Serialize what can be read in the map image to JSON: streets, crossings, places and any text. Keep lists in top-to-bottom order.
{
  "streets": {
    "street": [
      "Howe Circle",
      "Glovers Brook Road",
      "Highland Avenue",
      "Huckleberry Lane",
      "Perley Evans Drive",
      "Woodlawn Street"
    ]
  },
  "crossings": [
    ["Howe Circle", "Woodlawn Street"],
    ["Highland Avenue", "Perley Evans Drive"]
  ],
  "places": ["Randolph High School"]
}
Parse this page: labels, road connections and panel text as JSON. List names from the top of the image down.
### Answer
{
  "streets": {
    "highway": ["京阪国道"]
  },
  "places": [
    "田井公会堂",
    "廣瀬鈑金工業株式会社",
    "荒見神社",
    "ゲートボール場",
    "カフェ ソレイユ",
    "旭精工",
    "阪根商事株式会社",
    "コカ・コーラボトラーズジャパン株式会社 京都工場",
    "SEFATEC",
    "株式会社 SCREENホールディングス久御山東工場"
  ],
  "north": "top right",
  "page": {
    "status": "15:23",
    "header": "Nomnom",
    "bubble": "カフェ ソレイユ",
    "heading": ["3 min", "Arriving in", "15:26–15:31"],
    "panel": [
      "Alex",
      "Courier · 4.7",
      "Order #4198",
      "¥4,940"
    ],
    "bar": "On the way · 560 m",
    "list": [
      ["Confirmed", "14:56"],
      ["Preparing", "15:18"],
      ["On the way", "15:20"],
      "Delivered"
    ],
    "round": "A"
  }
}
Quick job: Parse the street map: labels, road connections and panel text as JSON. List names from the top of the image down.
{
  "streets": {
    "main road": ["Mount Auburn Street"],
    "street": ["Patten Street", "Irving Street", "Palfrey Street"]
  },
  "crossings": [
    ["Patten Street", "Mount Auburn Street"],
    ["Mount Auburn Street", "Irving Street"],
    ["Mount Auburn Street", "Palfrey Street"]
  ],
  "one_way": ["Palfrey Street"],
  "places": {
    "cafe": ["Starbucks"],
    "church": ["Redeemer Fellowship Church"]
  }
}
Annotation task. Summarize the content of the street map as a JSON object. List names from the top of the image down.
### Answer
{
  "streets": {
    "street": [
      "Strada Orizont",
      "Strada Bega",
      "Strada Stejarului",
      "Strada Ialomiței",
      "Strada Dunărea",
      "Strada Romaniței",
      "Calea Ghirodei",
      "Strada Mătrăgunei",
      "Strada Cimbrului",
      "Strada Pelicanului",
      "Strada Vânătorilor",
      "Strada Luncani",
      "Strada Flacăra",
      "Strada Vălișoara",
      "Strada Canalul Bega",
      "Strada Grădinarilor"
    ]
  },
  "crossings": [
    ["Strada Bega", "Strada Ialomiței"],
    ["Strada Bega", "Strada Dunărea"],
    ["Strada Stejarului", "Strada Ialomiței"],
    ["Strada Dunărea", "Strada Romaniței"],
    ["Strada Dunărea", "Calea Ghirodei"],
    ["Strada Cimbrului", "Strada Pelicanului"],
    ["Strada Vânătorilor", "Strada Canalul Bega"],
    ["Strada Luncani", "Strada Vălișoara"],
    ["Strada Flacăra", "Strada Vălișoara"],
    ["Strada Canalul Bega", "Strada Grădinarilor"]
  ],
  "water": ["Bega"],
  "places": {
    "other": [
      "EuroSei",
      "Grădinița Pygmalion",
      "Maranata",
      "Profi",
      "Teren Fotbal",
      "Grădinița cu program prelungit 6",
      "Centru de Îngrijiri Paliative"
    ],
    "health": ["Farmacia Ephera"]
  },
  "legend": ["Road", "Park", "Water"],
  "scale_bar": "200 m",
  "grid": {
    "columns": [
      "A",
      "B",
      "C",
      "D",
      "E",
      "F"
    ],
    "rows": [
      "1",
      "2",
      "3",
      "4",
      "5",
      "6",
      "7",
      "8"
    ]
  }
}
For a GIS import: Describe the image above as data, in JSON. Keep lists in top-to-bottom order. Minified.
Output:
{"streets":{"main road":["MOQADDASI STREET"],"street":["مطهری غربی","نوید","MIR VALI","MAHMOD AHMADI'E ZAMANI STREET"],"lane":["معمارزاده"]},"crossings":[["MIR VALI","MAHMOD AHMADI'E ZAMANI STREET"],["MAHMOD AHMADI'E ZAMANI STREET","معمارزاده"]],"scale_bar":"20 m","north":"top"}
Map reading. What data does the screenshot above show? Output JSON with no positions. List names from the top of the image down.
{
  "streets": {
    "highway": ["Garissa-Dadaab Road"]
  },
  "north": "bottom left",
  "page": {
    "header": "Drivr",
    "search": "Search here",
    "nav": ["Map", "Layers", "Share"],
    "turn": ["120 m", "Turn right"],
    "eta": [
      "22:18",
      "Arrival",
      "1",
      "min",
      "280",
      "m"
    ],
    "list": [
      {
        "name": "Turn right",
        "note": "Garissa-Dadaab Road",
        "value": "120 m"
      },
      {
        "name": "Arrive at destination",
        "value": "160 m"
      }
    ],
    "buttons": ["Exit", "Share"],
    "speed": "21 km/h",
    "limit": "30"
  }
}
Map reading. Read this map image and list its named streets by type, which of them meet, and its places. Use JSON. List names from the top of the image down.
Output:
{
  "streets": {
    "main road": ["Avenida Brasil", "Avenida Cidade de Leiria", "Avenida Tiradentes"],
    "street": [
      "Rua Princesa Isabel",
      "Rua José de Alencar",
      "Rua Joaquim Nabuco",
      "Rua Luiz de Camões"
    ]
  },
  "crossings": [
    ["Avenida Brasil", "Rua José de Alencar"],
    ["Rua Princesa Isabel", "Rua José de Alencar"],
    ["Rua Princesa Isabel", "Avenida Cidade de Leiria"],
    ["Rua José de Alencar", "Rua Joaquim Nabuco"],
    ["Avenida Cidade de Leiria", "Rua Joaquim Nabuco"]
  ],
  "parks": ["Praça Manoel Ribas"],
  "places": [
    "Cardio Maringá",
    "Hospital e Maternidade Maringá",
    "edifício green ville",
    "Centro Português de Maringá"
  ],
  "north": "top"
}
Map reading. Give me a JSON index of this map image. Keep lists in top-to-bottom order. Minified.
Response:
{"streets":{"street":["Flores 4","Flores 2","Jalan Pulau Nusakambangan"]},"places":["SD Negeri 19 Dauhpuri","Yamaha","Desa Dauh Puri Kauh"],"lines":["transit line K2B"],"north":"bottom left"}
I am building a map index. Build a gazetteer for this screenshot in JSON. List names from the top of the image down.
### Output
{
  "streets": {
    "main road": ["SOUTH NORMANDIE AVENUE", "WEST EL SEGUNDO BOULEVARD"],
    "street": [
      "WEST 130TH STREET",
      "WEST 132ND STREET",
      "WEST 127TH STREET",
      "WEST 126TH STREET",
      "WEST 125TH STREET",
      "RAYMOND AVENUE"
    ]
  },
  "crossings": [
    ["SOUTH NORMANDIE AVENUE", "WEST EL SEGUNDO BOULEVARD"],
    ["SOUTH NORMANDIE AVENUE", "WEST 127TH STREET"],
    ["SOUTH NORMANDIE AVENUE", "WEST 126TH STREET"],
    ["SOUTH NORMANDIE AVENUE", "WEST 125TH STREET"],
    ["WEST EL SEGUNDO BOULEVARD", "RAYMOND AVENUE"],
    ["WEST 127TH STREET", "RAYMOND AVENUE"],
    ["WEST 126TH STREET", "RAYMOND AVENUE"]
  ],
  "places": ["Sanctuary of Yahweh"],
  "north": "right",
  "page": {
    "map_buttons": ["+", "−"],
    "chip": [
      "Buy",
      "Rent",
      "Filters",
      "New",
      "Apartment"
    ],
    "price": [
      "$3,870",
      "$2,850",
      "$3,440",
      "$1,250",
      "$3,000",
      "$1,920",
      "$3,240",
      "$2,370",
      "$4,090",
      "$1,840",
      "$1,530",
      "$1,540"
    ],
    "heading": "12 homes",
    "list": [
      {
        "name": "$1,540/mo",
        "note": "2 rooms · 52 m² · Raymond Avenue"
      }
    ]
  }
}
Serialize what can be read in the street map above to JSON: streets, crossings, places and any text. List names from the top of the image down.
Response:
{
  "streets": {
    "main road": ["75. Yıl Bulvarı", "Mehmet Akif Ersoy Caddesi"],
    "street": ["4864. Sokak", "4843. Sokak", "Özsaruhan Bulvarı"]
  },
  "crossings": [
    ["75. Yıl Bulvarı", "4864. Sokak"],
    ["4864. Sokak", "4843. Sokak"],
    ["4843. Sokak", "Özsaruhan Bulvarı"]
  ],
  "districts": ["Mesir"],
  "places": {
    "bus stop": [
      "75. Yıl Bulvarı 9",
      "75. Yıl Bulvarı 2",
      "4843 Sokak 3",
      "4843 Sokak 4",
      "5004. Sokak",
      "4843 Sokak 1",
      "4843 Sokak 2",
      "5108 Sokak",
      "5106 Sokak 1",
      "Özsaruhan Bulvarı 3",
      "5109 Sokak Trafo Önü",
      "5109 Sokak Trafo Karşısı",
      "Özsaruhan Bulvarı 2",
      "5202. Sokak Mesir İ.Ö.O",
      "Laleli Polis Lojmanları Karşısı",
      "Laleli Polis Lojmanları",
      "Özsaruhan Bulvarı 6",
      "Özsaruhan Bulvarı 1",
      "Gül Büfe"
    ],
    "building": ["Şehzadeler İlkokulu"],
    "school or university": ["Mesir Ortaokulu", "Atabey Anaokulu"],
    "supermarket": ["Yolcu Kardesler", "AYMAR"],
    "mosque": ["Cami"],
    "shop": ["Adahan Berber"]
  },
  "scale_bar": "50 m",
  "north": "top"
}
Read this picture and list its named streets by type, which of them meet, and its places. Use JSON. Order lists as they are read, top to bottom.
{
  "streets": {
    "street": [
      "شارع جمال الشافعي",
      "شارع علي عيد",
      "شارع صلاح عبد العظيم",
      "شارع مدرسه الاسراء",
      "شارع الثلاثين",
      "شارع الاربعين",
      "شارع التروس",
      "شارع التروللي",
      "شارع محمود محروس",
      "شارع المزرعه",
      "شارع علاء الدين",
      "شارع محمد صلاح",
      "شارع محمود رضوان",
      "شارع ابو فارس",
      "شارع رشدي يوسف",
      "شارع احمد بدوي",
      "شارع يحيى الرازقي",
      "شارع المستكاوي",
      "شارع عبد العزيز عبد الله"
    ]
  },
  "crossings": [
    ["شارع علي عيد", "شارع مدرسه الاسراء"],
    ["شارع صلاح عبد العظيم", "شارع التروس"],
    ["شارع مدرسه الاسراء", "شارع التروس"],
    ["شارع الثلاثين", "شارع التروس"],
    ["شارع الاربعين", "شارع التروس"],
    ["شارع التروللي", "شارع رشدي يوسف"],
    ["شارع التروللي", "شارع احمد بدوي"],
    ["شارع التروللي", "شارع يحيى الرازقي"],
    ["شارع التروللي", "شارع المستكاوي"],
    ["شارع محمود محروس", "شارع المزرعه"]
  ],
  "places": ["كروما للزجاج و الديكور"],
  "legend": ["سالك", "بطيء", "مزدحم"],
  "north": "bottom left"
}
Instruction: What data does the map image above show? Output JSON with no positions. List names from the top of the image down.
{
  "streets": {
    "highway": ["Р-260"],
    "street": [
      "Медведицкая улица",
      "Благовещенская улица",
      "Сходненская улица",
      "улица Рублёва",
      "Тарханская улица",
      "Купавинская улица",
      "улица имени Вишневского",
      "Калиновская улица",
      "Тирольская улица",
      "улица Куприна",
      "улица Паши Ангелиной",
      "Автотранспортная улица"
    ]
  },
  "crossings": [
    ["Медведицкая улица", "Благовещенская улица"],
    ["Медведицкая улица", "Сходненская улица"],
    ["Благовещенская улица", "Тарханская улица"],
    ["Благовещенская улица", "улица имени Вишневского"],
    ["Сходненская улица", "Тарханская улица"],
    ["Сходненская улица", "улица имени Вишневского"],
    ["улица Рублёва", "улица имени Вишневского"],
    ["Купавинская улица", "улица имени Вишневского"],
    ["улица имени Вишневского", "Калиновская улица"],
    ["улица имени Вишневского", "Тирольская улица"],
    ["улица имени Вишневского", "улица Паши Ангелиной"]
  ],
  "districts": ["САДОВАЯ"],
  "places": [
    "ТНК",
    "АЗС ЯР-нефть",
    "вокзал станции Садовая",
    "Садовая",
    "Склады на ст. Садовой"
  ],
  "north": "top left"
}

════════════════════

→ **Task statement**
Between the first line of the entries above and the line with "Annotation task. Summarize", both included, copy every line exactly and nothing outside that range.

→ **Written response**
Serialize what can be read in the map image to JSON: streets, crossings, places and any text. Keep lists in top-to-bottom order.
{
  "streets": {
    "street": [
      "Howe Circle",
      "Glovers Brook Road",
      "Highland Avenue",
      "Huckleberry Lane",
      "Perley Evans Drive",
      "Woodlawn Street"
    ]
  },
  "crossings": [
    ["Howe Circle", "Woodlawn Street"],
    ["Highland Avenue", "Perley Evans Drive"]
  ],
  "places": ["Randolph High School"]
}
Parse this page: labels, road connections and panel text as JSON. List names from the top of the image down.
### Answer
{
  "streets": {
    "highway": ["京阪国道"]
  },
  "places": [
    "田井公会堂",
    "廣瀬鈑金工業株式会社",
    "荒見神社",
    "ゲートボール場",
    "カフェ ソレイユ",
    "旭精工",
    "阪根商事株式会社",
    "コカ・コーラボトラーズジャパン株式会社 京都工場",
    "SEFATEC",
    "株式会社 SCREENホールディングス久御山東工場"
  ],
  "north": "top right",
  "page": {
    "status": "15:23",
    "header": "Nomnom",
    "bubble": "カフェ ソレイユ",
    "heading": ["3 min", "Arriving in", "15:26–15:31"],
    "panel": [
      "Alex",
      "Courier · 4.7",
      "Order #4198",
      "¥4,940"
    ],
    "bar": "On the way · 560 m",
    "list": [
      ["Confirmed", "14:56"],
      ["Preparing", "15:18"],
      ["On the way", "15:20"],
      "Delivered"
    ],
    "round": "A"
  }
}
Quick job: Parse the street map: labels, road connections and panel text as JSON. List names from the top of the image down.
{
  "streets": {
    "main road": ["Mount Auburn Street"],
    "street": ["Patten Street", "Irving Street", "Palfrey Street"]
  },
  "crossings": [
    ["Patten Street", "Mount Auburn Street"],
    ["Mount Auburn Street", "Irving Street"],
    ["Mount Auburn Street", "Palfrey Street"]
  ],
  "one_way": ["Palfrey Street"],
  "places": {
    "cafe": ["Starbucks"],
    "church": ["Redeemer Fellowship Church"]
  }
}
Annotation task. Summarize the content of the street map as a JSON object. List names from the top of the image down.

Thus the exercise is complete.